Canadian Grand Prix | Triumphs of legends


No less than 24 different drivers have won the Canadian Grand Prix since Île Notre-Dame was the host. Some victories have marked the hearts more than others. A little step back in time …

Posted at 7:00

Katherine Harvey Pinard

Katherine Harvey Pinard
The print

The triumph of Gilles Villeneuve – 1978

On October 8, 1978, around 72,000 spectators attended the first Grand Prix in Montreal’s history, which had previously taken place in Ontario. On the starting grid, driving a Ferrari, lines up a Quebecer. A certain Gilles Villeneuve for whom this is the first full season in F1.

At that time Villeneuve was not yet a star, far from it. Many, starting with the Italian press, question his real potential, doubt his talent. Arriving in the metropolis, the then 28-year-old athlete was still looking for his first victory in a Grand Prix.

At 25And time, he finds himself in second place. Ahead of him, Frenchman Jean-Pierre Jarier has a lead of 28 seconds. Villeneuve, combative, chases his rival. A 49And lap, Jarier’s engine failed, forcing him to retire. The Quebecer took advantage of this, finished the race smoothly and took their first victory in Formula 1.

That day, Gilles Villeneuve becomes a hero, an idol. On the circuit that today bears his name, he proved to the world that he deserves his place in Formula 1.

Photo André Pichette, press archive

Ralf and Michael Schumacher on the podium at the Montreal Grand Prix in 2004

Schumacher’s double – 2001

At the 1998 Italian Grand Prix, Michael and Ralf Schumacher became the first brothers to share a podium. The first came out victorious while the second took third place.

Three years later, in Montreal, they did even better …

Michael Schumacher, driving his Ferrari, maintains the first position on the starting grid. His brother is right behind him in his Williams.
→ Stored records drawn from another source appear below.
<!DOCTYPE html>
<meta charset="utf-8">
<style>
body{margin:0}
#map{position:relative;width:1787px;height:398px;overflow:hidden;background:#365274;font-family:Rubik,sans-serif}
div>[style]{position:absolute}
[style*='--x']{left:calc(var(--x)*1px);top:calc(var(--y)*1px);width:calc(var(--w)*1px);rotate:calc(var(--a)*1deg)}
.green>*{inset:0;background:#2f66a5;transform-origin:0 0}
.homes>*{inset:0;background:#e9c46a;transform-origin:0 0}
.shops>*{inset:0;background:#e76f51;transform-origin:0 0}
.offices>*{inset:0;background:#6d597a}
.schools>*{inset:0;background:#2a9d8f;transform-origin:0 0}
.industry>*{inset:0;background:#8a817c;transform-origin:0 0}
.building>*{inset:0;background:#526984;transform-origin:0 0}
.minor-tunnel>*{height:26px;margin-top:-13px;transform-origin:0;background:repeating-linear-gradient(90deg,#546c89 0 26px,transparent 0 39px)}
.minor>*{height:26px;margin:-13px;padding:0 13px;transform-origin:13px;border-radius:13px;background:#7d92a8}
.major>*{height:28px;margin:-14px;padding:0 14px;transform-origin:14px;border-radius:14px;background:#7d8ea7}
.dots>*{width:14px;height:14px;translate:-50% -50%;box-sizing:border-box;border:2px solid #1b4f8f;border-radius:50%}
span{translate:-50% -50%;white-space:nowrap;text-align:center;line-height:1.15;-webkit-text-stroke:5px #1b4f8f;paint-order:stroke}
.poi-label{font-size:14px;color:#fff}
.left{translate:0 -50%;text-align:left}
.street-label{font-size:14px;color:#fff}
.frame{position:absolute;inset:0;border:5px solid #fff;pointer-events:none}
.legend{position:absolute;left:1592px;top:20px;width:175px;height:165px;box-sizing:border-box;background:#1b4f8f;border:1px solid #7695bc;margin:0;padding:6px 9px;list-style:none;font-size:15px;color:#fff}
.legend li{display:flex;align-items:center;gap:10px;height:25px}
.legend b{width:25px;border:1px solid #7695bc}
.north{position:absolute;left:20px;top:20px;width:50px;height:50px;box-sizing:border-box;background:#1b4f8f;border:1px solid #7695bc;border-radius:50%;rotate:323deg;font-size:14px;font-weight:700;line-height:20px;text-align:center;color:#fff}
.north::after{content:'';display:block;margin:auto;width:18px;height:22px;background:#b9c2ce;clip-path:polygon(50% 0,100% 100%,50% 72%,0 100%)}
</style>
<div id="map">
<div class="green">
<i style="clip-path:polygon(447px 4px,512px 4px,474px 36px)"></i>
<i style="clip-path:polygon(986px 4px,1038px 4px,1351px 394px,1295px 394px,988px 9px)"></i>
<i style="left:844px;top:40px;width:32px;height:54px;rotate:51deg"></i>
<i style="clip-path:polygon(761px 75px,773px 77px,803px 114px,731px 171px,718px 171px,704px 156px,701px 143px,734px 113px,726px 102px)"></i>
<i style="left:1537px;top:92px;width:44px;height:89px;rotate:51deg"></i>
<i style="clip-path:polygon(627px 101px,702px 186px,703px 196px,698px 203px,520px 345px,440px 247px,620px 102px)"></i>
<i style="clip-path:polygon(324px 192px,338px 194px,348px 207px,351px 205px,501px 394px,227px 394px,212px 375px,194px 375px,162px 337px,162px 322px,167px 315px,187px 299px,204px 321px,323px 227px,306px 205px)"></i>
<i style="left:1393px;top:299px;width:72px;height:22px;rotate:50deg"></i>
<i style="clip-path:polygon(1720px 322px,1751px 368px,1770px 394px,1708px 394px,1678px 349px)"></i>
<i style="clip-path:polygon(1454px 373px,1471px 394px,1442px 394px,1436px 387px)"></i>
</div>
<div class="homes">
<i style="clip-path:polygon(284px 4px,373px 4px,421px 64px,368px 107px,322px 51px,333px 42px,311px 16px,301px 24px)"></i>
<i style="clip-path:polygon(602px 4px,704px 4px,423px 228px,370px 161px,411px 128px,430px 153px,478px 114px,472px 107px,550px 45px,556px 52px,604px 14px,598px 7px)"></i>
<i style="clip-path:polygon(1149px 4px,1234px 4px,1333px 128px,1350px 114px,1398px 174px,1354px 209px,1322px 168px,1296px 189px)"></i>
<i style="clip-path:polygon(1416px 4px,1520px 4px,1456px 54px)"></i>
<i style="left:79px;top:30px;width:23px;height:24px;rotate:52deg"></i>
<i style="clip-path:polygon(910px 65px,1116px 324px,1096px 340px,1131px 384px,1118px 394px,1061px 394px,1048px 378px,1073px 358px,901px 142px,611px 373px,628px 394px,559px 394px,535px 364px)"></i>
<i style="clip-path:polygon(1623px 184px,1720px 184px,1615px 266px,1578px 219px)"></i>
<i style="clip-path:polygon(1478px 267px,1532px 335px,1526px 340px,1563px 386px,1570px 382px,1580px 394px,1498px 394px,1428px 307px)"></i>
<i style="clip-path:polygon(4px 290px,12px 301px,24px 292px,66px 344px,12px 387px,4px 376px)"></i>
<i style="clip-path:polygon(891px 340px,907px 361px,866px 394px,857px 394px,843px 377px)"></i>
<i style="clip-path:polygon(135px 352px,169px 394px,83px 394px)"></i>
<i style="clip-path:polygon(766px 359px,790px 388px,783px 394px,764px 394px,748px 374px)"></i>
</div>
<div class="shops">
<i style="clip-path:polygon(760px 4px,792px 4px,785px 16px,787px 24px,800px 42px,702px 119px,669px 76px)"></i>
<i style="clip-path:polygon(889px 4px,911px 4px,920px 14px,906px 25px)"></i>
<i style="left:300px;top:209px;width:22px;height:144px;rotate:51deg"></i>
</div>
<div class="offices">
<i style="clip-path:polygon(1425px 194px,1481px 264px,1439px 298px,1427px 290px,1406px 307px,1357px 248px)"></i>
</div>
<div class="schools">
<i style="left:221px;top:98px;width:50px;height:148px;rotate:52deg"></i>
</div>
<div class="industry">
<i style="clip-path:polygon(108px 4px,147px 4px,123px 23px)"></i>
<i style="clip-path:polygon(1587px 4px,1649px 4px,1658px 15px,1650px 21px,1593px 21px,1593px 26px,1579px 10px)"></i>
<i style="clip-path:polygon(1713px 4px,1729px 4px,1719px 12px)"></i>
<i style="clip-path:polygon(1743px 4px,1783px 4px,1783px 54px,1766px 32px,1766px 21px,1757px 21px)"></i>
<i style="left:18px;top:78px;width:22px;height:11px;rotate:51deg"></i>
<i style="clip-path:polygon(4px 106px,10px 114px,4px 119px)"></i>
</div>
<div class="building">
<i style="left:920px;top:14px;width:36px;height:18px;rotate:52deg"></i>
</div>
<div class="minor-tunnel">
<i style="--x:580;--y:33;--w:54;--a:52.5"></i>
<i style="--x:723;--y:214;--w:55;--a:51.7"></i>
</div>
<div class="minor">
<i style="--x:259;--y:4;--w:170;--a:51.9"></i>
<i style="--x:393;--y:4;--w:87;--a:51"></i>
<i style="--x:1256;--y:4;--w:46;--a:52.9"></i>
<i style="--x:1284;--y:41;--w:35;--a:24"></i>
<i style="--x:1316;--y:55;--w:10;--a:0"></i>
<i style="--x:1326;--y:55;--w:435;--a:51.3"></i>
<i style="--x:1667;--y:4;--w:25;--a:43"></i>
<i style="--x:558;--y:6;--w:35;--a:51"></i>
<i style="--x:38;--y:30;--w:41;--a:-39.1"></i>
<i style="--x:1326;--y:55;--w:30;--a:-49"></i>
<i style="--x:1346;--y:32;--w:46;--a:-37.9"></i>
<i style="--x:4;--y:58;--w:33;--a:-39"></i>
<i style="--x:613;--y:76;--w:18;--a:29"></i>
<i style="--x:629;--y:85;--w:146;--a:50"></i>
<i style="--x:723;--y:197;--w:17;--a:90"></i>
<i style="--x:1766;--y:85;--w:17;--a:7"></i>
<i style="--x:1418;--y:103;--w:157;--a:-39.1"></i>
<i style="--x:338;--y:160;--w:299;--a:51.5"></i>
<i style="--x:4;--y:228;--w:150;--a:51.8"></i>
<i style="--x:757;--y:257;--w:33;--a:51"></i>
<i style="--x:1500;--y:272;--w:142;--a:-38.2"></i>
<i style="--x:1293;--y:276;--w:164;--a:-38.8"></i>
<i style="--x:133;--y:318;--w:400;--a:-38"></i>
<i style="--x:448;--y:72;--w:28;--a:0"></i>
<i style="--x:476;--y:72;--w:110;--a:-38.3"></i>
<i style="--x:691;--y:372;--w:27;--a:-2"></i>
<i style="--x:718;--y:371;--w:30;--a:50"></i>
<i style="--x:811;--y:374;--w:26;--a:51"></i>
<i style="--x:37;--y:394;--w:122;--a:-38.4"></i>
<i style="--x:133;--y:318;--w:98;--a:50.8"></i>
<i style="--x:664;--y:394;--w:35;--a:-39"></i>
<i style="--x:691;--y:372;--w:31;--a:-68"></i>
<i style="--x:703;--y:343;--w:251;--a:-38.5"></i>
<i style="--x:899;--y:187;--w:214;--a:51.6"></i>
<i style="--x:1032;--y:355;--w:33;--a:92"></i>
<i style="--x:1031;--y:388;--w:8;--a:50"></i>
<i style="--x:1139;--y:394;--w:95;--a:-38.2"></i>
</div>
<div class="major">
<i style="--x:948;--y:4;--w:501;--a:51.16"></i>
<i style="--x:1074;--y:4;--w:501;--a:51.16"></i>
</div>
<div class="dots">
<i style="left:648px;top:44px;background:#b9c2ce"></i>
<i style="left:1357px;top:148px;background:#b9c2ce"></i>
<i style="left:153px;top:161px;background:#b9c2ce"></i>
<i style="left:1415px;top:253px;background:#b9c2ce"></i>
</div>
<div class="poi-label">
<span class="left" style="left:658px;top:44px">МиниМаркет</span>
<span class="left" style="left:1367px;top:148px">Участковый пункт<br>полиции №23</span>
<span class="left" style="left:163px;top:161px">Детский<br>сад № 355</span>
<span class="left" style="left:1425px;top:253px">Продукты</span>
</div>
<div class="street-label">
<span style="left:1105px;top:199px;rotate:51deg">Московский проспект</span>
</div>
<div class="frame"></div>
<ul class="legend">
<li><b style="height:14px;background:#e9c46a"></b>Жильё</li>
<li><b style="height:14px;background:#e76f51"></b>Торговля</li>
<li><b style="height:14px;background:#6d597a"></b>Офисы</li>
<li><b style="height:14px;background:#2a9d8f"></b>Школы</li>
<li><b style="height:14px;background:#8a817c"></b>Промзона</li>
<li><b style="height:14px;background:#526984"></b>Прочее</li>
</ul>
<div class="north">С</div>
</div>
It was Michael who led for most of the race, constantly followed by his younger brother, who tried several times to overtake him.

At 46And round, the major makes his only pit stop. Ralf then takes the lead and picks up the pace for five laps before entering the pits in turn. He comes out with a six second lead over his brother. Advance that digs up to 20 seconds to clinch his second win of the season.

The brothers climb the podium together again, but this time on the first two steps.

That’s not all: Michael and Ralf found a way to repeat the feat two years later, again in Montreal. Only this time it was Michael who triumphed.

Photo François Roy, archive The press

Lewis Hamilton in 2007, rue Sainte-Catherine in Montreal, signs autographs

The first of 103 for Hamilton – 2007

Every great career starts with a first win. Lewis Hamilton’s was signed in Montreal.

In 2007, the Briton drove in McLaren colors for his first season in Formula 1. His debut was a prodigious one. When he arrived in the metropolis in June, he already had five podiums in as many races.

This day of June 10, Hamilton holds the top spot for the first time in his career. His teammate Fernando Alonso is second. Hamilton offers a big advantage in the early laps.

In total, the safety car had to intervene four times in the race and eight drivers did not cross the finish line. Robert Kubica, in particular, is the victim of a terrible accident, for which he miraculously comes out with only a concussion and a sprained ankle. Hamilton remains well installed in front of the pack and drives flawlessly to win and become, at the same time, the first black driver to win a race in F1.

This was the start of a prodigious career that continues to this day for Hamilton. Fifteen years later, at the age of 37, he has 7 championships and 183 podiums, including 103 victories, in 295 Grands Prix. A legend, you say? No doubt.

Photo Bernard Brault, La PressE archives

Jenson Button after his 2011 win in Montreal

Jenson Button, sensational – 2011

In 2011, McLaren driver Jenson Button was spectacularly triumphant after a chaotic race that lasted over four hours.

Button starts in seventh place under the rainy Montreal sky. From the first laps he was involved in a collision that caused the retirement of teammate Lewis Hamilton and forced out of the safety car. The race resumes at 12And lap, but Button receives a penalty and has to pit, which then brings him to 15And rank.

Slowly, but surely, the Briton is climbing the slope. At 25And in turn, torrential downpours forced the race to be interrupted. Pilots have to wait more than two hours (!) For the action to resume.

In total, the safety car is needed four times in this race. Button must pit no less than six times.

In the 70sAnd and the last round, Button is 2And. He took advantage of a small mistake by the German Sebastian Vettel, who had been leading since the start of the race, to take the lead and run towards the checkered flag.